0

I have two tables in a data warehouse: balances and dates. Balances has the following structure:

Surrogate Key Date | Date       | Account | Balance
1                  | 2017-02-01 | 100     | 1234
1                  | 2017-02-01 | 200     | 5151
2                  | 2017-02-02 | 100     | 5123
2                  | 2017-02-02 | 200     | 8234

And dates has the following structure:

Surrogate Key Date | Date       | Weekday | Week in Year | ... other columns 
1                  | 2017-02-01 | Wed     | 5            |
2                  | 2017-02-02 | Thu     | 5            |

The Surrogate Key Date column is type INT, and the Date column is type DATE in both tables.

The surrogate key in the balances table is used in OLAP queries, and the date is used for regular reports.

Now, I need to develop a program that uses the database intensively (it's a batch process) and it needs to access repeatedly the balance table through the date column.

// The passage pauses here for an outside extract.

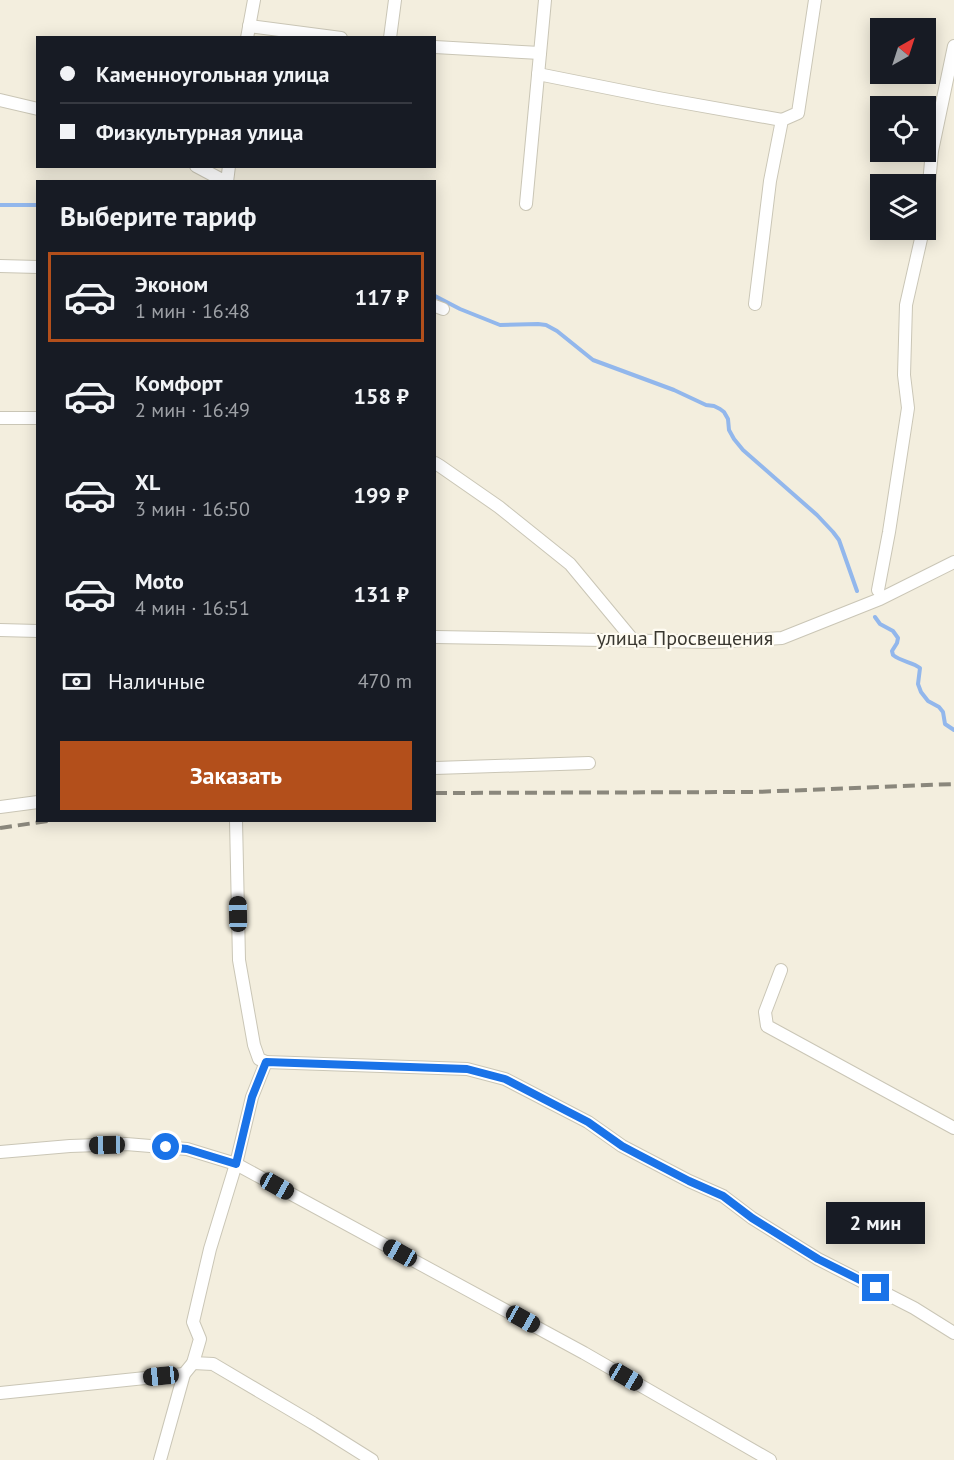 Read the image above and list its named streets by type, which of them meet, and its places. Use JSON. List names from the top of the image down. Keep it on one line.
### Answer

Should I use in this process the Surrogate Key Date column or the Date column? I need to filter by date. Is the INT access in the where clause more efficient than the DATE access? Should I ignore the Surrogate Key Date column when not using OLAP?

ps0604
  • 1,227
  • 23
  • 133
  • 330

1 Answers1

1

From a performance point of view, it likely doesn't matter at all on SAP HANA. Generally speaking, HANA doesn't work on the actual data types when calculating joins and result sets but with internal reference IDs.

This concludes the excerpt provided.